In the context of forcible detainer actions, courts have held that the amount in controversy is not the value of the property, but rather, the value of the right of possession. See Fed. Nat. Mortg. Ass'n v. Talley, No. 3:12-CV-1967-N-BH, 2012 WL 4005910, at *2 (N.D. Tex. Aug. 16, 2012), report and recommendation adopted, 2012 WL 4005760 (N.D. Tex. Sept. 11, 2012) (collecting cases). By contrast, when the loss of title to property is at issue, the property itself is the object of the litigation and its value is the proper measure of the amount in controversy. Burr v. JP Morgan Chase Bank, N.A., No. 4:11-CV-03519, 2012 WL 1016121, at *3 (S.D. Tex. Mar. 23, 2012).

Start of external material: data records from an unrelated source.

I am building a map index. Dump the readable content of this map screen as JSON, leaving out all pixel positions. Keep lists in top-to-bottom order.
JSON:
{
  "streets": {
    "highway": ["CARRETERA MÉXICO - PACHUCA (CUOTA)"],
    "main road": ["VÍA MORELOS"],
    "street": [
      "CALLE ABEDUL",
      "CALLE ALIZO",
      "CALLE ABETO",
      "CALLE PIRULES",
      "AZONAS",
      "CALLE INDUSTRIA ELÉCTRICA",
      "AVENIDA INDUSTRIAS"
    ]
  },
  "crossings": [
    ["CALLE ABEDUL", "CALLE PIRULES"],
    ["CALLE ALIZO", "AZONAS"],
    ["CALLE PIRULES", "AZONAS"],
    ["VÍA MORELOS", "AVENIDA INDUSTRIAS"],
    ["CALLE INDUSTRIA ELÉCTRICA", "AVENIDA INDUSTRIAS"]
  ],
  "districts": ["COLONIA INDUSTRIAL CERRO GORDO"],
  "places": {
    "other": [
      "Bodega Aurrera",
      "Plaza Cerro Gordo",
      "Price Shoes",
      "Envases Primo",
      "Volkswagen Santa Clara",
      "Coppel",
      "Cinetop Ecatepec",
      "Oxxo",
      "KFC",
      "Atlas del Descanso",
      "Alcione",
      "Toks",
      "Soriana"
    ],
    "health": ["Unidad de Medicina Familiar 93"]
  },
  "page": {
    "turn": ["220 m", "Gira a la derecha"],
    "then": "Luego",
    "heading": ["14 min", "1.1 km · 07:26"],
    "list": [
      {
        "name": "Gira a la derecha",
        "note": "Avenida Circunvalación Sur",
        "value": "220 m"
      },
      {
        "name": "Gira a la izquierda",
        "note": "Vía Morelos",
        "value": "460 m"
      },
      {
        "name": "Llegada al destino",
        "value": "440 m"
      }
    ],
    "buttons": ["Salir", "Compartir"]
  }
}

In this case, the only issue raised by the petition for eviction is the right to possession. Defendant has not shown that Plaintiff seeks money damages, disputes the title to property, or seeks any debt related to the property, so she cannot show that the amount in controversy requirement for diversity jurisdiction has been met for this case. Consequently, she has not shown a basis for the exercise of subject-matter jurisdiction over this case.
III. RECOMMENDATION
This case should be sua sponte REMANDED to the Justice of the Peace Court, Precinct 5, Place 2, of Dallas County, Texas, for lack of subject matter jurisdiction.
SO RECOMMENDED.
INSTRUCTIONS FOR SERVICE AND NOTICE OF RIGHT TO APPEAL/OBJECT
A copy of these findings, conclusions and recommendation shall be served on all parties in the manner provided by law. Any party who objects to any part of these findings, conclusions and recommendation must file specific written objections within 14 days after being served with a copy. See 28 U.S.C. § 636(b)(1); Fed.R.Civ.P. 72(b). In order to be specific, an objection must identify the specific finding or recommendation to which objection is made, state the basis for the objection, and specify the place in the magistrate judge's findings, conclusions and recommendation where the disputed determination is found. An objection that merely incorporates by reference or refers to the briefing before the magistrate judge is not specific. Failure to file specific written objections will bar the aggrieved party from appealing the factual findings and legal conclusions of the magistrate judge that are accepted or adopted by the district court, except upon grounds of plain error. See Douglass v. United Servs. Automobile Ass'n, 79 F.3d 1415, 1417 (5th Cir. 1996).